Caisley is often the face of Evergy at the Capitol, testifying in the interest of the utility before legislative committees in the House and Senate.

But his career has been far more expansive than energy.

He’s a 1995 graduate of the University of Illinois and he earned a law degree at St. Louis University.

He started out his career as a prosecutor in Franklin County, Missouri, and then worked as a trial lawyer for his father-in-law’s law firm in St.
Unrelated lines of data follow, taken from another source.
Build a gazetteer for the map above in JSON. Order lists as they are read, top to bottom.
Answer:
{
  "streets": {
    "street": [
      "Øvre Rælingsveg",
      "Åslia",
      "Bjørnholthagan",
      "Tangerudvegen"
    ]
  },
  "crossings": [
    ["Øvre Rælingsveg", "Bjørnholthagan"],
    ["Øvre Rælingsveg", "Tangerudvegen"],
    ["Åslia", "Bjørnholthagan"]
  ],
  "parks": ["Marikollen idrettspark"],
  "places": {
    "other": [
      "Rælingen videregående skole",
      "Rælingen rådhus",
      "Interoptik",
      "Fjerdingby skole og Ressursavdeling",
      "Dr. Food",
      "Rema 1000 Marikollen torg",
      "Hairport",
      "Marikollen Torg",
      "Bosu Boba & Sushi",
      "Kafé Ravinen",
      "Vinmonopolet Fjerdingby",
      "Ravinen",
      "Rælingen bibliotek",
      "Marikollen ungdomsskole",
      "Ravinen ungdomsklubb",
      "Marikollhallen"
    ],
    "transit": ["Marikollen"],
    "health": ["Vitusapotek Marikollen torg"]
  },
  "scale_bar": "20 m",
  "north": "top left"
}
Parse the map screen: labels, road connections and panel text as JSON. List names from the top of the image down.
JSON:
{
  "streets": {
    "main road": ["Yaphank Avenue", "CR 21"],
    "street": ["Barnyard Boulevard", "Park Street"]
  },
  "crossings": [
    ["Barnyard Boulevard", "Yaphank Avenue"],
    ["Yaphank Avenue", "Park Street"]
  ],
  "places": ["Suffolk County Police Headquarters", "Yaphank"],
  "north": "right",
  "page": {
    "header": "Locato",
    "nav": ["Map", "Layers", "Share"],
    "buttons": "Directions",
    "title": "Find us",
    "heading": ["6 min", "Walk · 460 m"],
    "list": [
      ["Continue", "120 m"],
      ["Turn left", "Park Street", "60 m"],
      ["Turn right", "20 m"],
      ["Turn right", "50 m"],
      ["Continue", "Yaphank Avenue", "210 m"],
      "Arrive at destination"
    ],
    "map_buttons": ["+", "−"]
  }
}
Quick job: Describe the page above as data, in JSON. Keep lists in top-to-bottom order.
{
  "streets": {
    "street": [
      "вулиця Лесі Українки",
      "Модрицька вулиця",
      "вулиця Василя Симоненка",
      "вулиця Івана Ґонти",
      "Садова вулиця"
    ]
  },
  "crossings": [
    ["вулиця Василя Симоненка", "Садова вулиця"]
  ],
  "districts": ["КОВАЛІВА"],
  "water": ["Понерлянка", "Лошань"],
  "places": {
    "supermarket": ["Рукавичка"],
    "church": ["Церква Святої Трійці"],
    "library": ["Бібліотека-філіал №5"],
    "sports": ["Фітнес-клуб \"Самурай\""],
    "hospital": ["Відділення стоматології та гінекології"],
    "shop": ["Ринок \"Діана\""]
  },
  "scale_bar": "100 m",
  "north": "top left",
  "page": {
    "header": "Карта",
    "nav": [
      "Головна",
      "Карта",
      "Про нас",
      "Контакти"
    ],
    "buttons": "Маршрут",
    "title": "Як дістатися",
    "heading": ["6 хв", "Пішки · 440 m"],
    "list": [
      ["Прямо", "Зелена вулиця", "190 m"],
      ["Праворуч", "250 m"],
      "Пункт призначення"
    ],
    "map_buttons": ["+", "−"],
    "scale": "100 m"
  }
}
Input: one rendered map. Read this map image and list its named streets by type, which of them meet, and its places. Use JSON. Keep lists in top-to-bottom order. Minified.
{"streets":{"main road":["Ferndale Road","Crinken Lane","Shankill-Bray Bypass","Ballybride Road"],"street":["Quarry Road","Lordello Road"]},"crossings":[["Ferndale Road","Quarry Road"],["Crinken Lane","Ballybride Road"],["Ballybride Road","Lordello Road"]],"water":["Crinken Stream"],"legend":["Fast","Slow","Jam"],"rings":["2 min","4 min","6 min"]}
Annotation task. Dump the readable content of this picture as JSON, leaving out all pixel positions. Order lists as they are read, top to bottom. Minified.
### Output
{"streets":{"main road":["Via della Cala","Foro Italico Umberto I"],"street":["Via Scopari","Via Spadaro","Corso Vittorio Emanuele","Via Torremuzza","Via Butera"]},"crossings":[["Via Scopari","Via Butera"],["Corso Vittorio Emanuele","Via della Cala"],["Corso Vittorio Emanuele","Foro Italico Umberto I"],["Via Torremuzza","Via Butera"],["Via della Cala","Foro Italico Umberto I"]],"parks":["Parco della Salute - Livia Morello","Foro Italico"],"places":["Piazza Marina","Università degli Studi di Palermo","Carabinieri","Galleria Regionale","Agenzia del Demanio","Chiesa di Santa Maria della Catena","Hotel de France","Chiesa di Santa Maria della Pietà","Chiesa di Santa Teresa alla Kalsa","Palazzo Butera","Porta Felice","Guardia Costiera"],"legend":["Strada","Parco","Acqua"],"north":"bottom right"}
Louis.

He made a splash in Missouri politics when he ran the House Republican Campaign Committee, which elected the first GOP majority in the House in 48 years during the 2002 elections.

He went to work as chief of staff for Catherine Hanaway, who became the first female speaker in the Missouri House after the 2002 elections.

He ran Hanaway’s unsuccessful campaign for Missouri secretary of state in 2004.

He left politics to become president of the Missouri Energy Development Association.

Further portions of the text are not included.